The Data Guardians series
The collection of data on digital platforms has become ever more central to aid work, as organizations strive to ensure their interventions are as efficient, effective, and targeted as possible. But while data can be a transformative tool, it also comes with risks.
As scandals over data protection push these concerns further up the agenda, Devex’s Data Guardians series explores the issues affecting aid organizations as they work to protect their beneficiaries’ data, and the debates and practicalities around what more can be done. “Without a law, it becomes really tricky on how these organizations are going to be protected,” Mukasa said. “They faced the wrath of the absence of data protection laws.”
The level of data protection regulations varies widely across the African continent. Some countries, such as Senegal, have rushed to adopt and implement regulations. But the majority have no legislation in place. And where efforts at regulations exist, experts are concerned that governments are primarily interested in giving themselves more leeway to pursue cybercrimes — or cybercritics — than they are in protecting people’s data.
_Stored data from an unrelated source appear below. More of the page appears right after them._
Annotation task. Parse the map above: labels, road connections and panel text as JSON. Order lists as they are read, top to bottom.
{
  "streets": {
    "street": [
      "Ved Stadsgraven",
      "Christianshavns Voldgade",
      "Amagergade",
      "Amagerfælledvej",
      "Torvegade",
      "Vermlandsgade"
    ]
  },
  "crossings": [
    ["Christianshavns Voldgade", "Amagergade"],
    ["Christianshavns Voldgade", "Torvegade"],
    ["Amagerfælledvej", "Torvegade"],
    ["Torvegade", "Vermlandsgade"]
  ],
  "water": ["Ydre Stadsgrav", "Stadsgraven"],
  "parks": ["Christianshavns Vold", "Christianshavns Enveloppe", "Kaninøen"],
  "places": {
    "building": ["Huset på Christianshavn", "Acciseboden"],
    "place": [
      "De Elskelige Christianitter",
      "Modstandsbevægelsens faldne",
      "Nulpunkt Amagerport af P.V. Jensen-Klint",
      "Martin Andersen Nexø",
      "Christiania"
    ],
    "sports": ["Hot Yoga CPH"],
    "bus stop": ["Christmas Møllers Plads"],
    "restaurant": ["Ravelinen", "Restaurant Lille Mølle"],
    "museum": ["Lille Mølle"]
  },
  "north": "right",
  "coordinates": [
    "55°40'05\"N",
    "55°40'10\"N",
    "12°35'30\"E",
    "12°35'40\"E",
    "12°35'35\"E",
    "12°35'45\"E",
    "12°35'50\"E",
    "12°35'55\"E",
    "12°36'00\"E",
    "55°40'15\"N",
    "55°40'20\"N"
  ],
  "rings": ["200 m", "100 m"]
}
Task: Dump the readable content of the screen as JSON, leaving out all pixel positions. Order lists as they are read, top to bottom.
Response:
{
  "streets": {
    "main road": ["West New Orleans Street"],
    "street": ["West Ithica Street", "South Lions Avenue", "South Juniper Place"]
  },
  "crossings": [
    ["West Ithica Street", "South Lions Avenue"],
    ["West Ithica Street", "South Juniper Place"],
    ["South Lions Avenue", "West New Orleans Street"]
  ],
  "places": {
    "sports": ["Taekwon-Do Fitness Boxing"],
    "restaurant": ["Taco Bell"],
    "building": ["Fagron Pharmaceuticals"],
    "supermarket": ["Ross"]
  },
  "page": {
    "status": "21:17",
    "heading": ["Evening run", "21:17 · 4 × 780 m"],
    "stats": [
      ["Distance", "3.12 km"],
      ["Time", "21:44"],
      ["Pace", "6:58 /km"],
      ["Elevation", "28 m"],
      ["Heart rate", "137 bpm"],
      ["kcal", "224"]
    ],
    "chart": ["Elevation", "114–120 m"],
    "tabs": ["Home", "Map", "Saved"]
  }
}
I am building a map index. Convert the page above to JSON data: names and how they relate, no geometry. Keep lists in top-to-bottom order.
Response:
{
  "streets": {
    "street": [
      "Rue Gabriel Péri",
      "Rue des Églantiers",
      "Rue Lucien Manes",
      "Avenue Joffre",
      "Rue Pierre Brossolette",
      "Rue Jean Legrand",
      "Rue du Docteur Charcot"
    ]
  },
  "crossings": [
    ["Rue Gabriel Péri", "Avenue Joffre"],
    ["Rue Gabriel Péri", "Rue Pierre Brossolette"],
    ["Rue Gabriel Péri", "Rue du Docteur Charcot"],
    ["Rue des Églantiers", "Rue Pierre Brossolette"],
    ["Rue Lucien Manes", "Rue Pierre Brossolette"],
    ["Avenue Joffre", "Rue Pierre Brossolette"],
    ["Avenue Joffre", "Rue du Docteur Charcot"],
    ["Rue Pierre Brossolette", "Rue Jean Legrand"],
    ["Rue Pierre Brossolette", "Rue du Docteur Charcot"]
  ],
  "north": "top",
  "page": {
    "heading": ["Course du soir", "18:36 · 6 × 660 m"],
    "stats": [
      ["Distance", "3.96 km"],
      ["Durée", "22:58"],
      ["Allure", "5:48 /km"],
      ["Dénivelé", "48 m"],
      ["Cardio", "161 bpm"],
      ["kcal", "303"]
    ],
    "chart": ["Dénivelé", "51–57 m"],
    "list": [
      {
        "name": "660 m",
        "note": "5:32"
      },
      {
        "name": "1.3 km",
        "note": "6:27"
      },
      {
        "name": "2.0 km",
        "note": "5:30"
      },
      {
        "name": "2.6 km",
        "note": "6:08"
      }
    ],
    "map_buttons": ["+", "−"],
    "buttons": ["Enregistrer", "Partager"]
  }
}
This landscape of patchy privacy legislation presents a significant risk to local organizations working with marginalized communities or around sensitive subjects, leaving both themselves and the people they are trying to help vulnerable. It also creates problems for international groups looking to partner with local agencies, raising questions about what information can safely be gathered and shared.
“The overall situation demands a lot of improvements,” Moctar Yedaly, head of the information society division at the African Union Commission, told Devex. “Most of the stakeholders have not self-acknowledged the importance of the matter.”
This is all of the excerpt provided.